Cara Mava, sono nato ex voto, per grazia ricevuta, come nelle migliori tradizioni del profondo sud. Se il mio fratellino precedente non fosse tornato in cielo all’ottavo mese, non sarei caduto sulla Terra, mentre libravo leggero nel limbo dei puttini felici. Cosi’, superato l’ottavo mese di vita, mi travestirono da San Cataldo, il Santo Patrono del mio paese, e mi portarono in processione.

Ero un bambino bellissimo come un bambolotto, paffutello e morbido. Ma dopo i primi anni, diedi gia’ i primi segni di stranezza nella scelta dei giochi. Prediligevo le bambole e giocavo con le bambine, pur non rifiutando i giochi maschili, regalati da Papa’, e la compagnia dei maschietti.
Ma il mio gioco preferito era creare delle sceneggiature con tutti i giochi. Maschili e femminili. E alla fine delle storie, dopo aver viaggiato per mari e monti con trenini e barchette, girando in lungo e in largo, i soldatini irrompevano nella citta’ delle bambole e, bim bum bam, le sterminavano tutte. O quasi. Perche’ restava sempre una superstite, Carlotta, che, a mani nude, come una super-eroina, distruggeva le armi giocattolo, lanciandole contro le pareti e fuori dalle finestre della mia stanza.

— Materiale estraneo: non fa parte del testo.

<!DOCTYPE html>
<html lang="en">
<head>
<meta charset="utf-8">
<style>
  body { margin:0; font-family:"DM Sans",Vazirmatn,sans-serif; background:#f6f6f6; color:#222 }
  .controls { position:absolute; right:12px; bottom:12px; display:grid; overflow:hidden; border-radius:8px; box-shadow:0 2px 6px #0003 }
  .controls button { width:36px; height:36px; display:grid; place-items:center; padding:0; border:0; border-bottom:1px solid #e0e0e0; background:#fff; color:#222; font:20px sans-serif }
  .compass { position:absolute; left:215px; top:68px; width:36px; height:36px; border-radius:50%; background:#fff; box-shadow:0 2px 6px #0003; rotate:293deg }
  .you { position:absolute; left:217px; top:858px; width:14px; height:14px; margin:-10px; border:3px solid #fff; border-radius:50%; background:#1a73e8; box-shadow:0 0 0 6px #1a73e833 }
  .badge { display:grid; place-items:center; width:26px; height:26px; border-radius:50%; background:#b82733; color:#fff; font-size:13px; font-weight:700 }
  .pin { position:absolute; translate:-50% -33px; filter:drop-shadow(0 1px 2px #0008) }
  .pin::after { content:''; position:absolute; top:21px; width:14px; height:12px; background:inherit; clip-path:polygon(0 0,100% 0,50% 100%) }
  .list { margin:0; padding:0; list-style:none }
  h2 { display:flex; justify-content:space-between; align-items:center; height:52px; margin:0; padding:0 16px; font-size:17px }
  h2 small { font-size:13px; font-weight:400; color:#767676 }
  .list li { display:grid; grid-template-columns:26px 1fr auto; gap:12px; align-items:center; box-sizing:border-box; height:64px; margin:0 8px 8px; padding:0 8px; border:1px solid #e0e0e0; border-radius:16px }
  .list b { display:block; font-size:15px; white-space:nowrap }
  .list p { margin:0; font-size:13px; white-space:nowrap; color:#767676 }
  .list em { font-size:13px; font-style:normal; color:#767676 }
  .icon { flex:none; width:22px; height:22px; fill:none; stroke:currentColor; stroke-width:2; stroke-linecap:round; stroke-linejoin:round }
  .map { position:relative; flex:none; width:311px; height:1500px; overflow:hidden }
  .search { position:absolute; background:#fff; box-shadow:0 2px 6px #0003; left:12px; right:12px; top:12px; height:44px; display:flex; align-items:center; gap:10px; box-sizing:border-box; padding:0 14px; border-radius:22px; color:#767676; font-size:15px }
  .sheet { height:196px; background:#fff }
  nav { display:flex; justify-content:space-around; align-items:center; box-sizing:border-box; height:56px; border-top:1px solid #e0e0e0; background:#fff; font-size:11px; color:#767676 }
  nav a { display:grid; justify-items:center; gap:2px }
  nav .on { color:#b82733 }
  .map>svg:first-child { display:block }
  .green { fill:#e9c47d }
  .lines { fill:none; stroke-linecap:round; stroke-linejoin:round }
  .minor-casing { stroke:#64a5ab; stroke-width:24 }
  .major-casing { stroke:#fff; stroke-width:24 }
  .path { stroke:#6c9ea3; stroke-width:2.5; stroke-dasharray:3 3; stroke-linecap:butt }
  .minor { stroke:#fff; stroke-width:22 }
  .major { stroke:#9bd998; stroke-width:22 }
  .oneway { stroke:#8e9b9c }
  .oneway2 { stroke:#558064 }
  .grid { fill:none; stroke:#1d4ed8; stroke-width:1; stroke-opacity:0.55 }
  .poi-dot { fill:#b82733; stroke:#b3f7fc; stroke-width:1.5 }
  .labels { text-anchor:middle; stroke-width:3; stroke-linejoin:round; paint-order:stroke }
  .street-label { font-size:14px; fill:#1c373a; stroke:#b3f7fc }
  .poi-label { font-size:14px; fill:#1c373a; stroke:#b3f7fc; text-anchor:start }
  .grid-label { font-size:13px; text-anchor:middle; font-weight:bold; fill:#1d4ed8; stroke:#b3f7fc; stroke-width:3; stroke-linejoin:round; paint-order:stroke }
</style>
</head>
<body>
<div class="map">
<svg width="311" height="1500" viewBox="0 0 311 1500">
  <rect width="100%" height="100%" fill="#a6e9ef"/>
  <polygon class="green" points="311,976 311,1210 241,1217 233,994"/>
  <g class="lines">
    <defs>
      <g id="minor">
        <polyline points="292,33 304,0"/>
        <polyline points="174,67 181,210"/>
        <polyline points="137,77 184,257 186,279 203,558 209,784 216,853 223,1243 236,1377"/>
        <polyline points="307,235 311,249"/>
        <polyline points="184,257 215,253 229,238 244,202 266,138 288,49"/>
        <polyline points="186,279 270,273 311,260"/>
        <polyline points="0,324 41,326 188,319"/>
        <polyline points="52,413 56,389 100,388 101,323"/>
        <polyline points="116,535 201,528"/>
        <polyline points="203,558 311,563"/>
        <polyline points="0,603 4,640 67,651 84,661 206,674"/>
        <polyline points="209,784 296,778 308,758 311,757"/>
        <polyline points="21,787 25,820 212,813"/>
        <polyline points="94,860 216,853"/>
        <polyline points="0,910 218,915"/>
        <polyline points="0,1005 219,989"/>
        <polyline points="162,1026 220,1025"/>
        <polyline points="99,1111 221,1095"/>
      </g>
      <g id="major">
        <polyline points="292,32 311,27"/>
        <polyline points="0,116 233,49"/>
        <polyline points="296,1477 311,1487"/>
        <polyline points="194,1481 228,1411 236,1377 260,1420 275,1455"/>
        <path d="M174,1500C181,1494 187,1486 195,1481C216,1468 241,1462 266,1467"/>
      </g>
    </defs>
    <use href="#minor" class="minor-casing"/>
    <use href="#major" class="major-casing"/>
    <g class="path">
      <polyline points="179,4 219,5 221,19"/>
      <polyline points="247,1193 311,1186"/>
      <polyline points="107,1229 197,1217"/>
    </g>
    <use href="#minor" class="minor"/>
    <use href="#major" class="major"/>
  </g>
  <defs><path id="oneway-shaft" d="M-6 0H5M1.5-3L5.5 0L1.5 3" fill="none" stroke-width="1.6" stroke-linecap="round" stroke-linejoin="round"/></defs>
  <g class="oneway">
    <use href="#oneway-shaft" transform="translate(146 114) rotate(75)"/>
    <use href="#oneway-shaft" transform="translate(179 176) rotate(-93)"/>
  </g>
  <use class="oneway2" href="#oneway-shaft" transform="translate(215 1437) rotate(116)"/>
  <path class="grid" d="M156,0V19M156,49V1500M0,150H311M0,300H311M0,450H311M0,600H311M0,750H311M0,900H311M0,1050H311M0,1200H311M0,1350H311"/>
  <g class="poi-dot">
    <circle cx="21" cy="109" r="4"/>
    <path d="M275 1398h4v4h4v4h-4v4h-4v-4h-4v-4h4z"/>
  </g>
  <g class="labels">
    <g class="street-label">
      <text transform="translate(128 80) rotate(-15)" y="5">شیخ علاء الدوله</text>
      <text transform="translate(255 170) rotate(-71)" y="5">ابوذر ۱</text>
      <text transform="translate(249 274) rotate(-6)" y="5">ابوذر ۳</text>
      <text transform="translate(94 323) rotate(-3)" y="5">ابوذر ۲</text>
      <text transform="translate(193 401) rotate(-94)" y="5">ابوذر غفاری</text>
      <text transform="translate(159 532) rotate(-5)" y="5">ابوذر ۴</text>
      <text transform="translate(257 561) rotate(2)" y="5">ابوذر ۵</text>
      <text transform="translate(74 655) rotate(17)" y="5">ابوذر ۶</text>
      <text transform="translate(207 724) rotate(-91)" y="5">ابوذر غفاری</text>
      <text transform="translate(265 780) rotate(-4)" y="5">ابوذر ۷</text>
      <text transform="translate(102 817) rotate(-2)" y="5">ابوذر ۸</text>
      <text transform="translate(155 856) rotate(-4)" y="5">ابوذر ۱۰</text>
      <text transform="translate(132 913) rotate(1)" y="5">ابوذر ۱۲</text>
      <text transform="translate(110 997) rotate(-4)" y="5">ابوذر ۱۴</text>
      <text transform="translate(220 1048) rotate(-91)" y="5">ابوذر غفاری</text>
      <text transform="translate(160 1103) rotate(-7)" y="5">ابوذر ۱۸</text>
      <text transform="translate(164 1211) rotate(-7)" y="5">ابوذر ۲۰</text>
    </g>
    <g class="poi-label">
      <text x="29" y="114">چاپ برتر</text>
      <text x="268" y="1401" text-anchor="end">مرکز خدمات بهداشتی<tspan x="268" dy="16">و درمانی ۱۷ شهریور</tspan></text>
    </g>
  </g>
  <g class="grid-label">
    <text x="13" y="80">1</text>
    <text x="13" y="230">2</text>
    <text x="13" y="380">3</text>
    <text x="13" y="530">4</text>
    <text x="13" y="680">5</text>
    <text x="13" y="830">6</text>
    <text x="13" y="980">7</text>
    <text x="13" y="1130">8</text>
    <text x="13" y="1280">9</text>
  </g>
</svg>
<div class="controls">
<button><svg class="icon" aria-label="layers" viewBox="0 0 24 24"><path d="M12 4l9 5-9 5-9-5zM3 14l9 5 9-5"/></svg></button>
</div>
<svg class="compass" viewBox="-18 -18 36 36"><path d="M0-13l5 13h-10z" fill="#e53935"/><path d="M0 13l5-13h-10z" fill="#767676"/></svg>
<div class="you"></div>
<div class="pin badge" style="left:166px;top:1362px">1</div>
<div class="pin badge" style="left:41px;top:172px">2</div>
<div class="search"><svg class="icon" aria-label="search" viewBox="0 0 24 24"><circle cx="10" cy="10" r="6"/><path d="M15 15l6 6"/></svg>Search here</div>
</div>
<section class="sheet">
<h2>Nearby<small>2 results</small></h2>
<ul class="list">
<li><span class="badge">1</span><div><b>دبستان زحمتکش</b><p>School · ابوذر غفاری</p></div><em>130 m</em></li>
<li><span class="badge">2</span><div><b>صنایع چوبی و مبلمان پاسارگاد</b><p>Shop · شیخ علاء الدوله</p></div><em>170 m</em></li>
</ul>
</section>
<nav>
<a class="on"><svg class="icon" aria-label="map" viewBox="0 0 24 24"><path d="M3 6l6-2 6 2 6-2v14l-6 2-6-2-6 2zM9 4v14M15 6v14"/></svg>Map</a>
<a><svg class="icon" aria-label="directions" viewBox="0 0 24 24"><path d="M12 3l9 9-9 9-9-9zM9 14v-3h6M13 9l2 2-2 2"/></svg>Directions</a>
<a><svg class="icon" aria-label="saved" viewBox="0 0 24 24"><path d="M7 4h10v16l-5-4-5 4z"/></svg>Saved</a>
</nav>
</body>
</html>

Finche’ un bel brutto giorno, mentre stavo ricamando col tamburo, un altro gioco che Mamma e Zie mi facevano fare per tenermi buono a casa, anziche’ giocare sulla riva del mare, o rincorrerci a rimpiattino tra ragazzini per le labirintiche strade del paese, un’arcigna parente sentenzio’ ” : ” ma stu picciuliddu u vi para nu poco menzafimmina ”? (Ma questo bambino, non vi sembra un po’ mezza femmina)?

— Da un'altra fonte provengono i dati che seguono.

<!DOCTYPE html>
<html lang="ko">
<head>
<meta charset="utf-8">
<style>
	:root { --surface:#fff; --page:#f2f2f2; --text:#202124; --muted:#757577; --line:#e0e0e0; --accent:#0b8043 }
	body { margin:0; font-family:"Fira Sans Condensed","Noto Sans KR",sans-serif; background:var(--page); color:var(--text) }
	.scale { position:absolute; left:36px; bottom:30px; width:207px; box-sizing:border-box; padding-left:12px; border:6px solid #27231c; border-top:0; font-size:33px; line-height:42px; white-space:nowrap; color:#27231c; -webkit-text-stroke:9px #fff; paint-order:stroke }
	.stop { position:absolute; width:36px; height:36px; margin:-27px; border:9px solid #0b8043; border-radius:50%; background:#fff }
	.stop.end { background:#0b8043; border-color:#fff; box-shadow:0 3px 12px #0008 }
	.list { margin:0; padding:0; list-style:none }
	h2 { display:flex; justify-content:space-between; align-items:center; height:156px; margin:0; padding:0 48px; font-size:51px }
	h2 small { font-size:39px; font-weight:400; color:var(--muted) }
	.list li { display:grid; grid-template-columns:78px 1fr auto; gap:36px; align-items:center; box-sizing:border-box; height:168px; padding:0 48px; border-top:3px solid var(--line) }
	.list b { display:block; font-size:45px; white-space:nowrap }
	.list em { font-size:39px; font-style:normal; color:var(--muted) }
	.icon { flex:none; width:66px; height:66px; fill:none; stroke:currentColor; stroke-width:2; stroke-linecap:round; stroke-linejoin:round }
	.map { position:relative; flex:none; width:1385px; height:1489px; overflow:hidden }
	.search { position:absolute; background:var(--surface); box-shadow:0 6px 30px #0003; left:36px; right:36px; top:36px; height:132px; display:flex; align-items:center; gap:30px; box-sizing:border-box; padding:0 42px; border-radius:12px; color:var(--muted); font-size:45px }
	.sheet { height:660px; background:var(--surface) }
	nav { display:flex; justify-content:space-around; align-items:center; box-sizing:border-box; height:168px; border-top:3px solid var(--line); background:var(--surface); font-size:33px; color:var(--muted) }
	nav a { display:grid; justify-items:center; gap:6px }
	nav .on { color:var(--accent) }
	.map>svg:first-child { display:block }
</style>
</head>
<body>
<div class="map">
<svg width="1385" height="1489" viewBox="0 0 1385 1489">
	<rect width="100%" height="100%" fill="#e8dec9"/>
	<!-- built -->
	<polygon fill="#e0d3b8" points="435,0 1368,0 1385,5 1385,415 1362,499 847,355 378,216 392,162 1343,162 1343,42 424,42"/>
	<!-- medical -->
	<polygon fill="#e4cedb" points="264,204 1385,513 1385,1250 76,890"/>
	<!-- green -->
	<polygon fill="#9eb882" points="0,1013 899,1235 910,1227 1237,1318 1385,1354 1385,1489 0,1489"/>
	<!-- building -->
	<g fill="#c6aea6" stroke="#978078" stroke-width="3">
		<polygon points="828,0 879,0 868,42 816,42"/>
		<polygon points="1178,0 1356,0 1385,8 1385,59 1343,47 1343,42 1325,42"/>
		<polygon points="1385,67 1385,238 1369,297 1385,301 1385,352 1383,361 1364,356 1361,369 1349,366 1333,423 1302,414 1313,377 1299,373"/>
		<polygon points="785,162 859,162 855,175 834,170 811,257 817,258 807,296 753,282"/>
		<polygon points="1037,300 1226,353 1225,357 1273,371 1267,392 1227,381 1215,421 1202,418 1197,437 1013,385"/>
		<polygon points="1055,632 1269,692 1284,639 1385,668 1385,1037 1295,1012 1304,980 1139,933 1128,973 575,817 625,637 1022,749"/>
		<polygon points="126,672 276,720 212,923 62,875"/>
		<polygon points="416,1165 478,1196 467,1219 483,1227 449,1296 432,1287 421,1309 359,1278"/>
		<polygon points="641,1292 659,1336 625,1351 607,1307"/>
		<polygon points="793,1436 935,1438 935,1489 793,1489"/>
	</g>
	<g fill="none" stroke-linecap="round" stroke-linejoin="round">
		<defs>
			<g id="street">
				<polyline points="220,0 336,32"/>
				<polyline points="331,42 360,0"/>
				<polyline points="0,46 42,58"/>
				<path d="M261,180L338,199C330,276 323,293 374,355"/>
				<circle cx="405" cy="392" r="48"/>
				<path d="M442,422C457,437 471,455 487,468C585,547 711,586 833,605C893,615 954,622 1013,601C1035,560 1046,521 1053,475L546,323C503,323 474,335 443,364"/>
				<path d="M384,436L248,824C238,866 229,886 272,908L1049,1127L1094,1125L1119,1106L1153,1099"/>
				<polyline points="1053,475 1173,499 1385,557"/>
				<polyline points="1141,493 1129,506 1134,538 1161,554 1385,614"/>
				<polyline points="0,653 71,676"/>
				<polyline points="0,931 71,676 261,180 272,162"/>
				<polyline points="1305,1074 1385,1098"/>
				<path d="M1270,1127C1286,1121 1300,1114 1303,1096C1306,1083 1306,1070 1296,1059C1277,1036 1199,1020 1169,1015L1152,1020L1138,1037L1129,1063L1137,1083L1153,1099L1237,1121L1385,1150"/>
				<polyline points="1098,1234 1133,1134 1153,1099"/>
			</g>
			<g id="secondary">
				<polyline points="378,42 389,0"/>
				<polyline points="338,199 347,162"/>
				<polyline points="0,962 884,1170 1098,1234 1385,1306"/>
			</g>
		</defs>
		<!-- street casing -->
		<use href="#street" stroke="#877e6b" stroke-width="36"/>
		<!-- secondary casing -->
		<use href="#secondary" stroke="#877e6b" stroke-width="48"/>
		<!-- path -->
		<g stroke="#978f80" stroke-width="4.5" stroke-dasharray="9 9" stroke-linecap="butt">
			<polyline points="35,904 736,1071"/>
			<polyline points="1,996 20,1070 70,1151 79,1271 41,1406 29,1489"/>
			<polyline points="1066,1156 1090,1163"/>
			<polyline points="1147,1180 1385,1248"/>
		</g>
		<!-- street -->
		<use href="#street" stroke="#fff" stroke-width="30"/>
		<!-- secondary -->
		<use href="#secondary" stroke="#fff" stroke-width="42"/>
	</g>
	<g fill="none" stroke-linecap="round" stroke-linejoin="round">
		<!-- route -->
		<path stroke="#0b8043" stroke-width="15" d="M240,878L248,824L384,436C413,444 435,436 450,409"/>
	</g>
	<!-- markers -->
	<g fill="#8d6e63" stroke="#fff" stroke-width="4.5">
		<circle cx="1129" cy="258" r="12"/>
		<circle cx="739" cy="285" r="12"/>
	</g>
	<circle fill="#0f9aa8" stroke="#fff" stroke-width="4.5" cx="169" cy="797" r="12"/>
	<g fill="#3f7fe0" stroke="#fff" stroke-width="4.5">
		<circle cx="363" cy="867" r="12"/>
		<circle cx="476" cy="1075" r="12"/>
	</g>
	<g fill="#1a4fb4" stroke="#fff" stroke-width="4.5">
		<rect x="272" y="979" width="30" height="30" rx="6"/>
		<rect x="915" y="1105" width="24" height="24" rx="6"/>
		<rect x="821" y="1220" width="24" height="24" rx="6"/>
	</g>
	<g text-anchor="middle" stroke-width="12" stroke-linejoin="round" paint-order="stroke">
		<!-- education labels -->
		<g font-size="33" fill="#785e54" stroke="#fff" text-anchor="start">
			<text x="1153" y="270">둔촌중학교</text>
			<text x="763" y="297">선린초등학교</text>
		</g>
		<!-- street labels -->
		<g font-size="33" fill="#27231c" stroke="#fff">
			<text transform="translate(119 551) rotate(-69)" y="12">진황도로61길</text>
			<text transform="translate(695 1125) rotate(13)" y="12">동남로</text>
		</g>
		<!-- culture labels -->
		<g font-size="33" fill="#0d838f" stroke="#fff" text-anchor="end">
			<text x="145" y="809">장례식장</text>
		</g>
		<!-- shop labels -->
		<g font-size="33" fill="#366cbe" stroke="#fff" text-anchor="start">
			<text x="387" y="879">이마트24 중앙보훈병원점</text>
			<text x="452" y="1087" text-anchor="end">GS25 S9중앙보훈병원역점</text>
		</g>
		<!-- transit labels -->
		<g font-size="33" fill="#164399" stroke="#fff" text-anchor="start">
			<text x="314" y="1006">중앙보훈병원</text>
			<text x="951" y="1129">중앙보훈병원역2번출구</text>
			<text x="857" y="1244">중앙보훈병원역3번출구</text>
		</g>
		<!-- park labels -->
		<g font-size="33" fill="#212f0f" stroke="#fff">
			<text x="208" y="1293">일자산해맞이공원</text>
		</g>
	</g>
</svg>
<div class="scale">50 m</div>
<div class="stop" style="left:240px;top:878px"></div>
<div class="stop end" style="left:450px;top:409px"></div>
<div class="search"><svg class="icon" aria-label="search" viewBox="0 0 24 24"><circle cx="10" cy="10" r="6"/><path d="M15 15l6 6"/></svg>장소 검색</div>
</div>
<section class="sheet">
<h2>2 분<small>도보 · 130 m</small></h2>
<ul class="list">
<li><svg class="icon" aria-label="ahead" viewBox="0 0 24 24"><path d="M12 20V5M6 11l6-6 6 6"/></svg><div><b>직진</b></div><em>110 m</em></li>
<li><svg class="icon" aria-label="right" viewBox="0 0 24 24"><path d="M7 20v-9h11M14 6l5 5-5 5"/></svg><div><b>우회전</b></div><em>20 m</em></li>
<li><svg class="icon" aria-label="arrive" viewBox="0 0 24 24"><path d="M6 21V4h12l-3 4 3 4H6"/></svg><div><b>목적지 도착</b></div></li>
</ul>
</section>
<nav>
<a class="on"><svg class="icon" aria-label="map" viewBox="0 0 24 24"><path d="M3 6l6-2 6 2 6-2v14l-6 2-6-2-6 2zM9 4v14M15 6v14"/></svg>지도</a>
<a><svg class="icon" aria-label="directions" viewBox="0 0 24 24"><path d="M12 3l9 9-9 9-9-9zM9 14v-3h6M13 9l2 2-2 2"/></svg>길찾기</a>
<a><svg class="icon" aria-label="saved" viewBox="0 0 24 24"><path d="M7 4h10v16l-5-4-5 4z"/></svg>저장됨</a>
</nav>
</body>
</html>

Il cerchietto, sul quale stavo ricamando su un fazzoletto a punto a croce, mi cadde dalle manine, cominciando a roteare sull’ampio pavimento del salotto. E dopo aver compiuto lenti giri concentrici, si fermo’ in mezzo alla stanza. E in quel preciso istante si fermo’ anche la mia infanzia spensierata e felice.
Ora ti chiedo, cara Mava, di immedesimarti nel mio racconto come se fosse anche il tuo, ed aiutarmi a venirne fuori. Perché di amore-odio verso la propria origine, si tratta.
Risposta di Mava
Caro Anonimo, innanzitutto grazie per il tuo bel racconto, scritto in modo lieve, alleggerendo il peso di quel conflitto di identità generato da un vero e proprio bullismo parentale subito. Ma, credo, non solo parentale.
Il termine “Mezzafemmina” è tipico di certe zone delle Calabrie Saudite, e per un bambino cresciuto in un ambiente repressivo e sessista, dove anche il respiro viene ruolizzato, non deve essere una parolina magica che fa apparire gnomi e fatine turchine, ma qualcosa che lascia un segno indelebile nel tempo.
Dipende tutto da come ”noi” reagiamo da bambini. Tu hai reagito con una chiusura, perché dici che la tua infanzia si ê fermata dopo aver ascoltato quel termine.
Forse perché eri più grande di me che, avendo le tue stesse origini, a circa otto anni reagii da Mava Fankú in erba 🙂
“Ma quale Mezzafemmina/ o tutta donna o niente/ ripete quel bambino tra la gente”… Recita una strofa di una mia chanson che ti dedico. Cherchez L’identitè…
Trasformare alchemicamente le cose, tramutando gli svantaggi in vantaggi, è una possibile, anche se non facile soluzione.